# About this exercise
Looking at the data below, how many lines include the word "solid"? Respond with the number only.

[Information shown — start]

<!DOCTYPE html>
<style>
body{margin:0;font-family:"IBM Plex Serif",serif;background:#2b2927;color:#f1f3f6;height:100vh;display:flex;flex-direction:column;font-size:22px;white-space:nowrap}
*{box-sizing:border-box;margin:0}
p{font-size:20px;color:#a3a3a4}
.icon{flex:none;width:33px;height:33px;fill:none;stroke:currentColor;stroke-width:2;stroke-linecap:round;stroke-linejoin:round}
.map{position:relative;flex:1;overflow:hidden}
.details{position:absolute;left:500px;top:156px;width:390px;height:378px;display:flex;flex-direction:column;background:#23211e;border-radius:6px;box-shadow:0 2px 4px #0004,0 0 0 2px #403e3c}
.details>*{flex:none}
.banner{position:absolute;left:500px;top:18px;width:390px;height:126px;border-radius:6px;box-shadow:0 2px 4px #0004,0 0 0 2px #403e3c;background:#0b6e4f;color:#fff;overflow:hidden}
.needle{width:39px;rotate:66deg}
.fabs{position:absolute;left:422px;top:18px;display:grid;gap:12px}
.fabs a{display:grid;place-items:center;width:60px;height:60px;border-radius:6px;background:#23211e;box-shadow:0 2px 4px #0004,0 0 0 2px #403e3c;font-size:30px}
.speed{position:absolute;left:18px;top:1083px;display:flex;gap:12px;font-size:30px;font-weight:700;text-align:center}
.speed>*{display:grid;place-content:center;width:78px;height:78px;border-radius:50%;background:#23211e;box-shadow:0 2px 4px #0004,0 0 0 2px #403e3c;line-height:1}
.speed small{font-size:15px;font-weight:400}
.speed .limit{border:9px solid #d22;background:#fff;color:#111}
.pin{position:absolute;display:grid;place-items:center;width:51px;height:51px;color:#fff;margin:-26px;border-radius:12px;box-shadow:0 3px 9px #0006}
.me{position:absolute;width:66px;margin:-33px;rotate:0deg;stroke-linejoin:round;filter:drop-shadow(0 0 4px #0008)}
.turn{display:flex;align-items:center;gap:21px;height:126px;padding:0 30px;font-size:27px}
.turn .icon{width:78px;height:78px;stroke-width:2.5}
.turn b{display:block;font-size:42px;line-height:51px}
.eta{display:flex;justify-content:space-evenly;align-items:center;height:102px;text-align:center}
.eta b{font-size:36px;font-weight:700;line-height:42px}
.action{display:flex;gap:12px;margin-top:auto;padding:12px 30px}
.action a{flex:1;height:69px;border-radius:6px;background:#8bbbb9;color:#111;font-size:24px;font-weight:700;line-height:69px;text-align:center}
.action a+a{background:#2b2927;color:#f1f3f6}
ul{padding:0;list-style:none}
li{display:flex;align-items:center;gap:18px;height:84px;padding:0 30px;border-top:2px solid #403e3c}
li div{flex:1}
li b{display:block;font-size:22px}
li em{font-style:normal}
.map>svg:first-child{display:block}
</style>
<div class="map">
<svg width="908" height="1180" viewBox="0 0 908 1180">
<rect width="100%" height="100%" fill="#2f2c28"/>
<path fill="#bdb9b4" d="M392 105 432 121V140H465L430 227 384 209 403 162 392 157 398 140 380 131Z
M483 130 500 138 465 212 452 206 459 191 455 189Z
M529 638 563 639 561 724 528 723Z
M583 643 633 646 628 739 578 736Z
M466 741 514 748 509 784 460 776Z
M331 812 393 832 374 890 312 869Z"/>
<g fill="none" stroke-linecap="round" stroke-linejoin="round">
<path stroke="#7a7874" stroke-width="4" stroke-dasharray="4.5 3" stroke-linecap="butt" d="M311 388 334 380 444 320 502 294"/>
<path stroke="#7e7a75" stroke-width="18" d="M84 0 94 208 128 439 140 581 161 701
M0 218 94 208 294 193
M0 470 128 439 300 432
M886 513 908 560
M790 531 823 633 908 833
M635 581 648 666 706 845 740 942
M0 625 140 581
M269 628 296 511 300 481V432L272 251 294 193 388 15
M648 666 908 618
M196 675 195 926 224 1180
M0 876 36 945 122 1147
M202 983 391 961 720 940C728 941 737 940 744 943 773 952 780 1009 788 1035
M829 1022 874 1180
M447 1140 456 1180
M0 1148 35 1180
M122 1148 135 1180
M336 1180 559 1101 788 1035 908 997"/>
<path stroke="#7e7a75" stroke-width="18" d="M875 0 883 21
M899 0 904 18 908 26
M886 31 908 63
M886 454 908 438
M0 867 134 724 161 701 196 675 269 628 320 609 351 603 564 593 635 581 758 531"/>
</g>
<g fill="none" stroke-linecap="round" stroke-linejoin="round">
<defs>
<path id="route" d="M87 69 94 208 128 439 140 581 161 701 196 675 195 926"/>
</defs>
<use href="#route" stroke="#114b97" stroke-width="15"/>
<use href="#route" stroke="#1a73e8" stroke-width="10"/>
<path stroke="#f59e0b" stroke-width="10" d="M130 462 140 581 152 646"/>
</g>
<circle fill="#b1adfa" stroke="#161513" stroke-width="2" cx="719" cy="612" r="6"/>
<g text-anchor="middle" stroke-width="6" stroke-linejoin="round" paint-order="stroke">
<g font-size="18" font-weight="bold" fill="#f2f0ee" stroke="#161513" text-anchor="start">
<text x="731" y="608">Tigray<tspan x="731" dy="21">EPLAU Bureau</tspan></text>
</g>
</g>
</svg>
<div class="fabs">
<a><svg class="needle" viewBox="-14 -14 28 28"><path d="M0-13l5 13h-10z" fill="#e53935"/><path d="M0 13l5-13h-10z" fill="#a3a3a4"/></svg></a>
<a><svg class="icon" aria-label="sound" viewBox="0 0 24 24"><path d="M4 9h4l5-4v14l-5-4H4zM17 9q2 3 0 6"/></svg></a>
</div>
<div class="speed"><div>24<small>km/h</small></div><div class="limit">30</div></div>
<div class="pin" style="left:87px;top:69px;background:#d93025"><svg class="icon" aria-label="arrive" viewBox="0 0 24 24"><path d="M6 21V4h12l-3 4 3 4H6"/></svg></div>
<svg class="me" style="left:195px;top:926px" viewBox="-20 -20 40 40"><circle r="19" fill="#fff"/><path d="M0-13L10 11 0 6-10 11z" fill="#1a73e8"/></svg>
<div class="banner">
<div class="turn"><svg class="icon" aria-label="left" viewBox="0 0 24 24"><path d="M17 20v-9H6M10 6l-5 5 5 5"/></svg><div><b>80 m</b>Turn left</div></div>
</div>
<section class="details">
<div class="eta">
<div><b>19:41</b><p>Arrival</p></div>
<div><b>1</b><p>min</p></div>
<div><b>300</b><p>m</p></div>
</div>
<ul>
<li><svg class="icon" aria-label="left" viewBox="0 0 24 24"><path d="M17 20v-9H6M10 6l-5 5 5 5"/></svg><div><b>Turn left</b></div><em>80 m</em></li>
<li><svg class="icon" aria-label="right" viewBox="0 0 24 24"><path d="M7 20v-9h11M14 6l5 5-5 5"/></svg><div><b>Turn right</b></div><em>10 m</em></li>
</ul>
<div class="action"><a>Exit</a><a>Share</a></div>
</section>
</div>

[Information shown — finish]

# Answer to the problem
2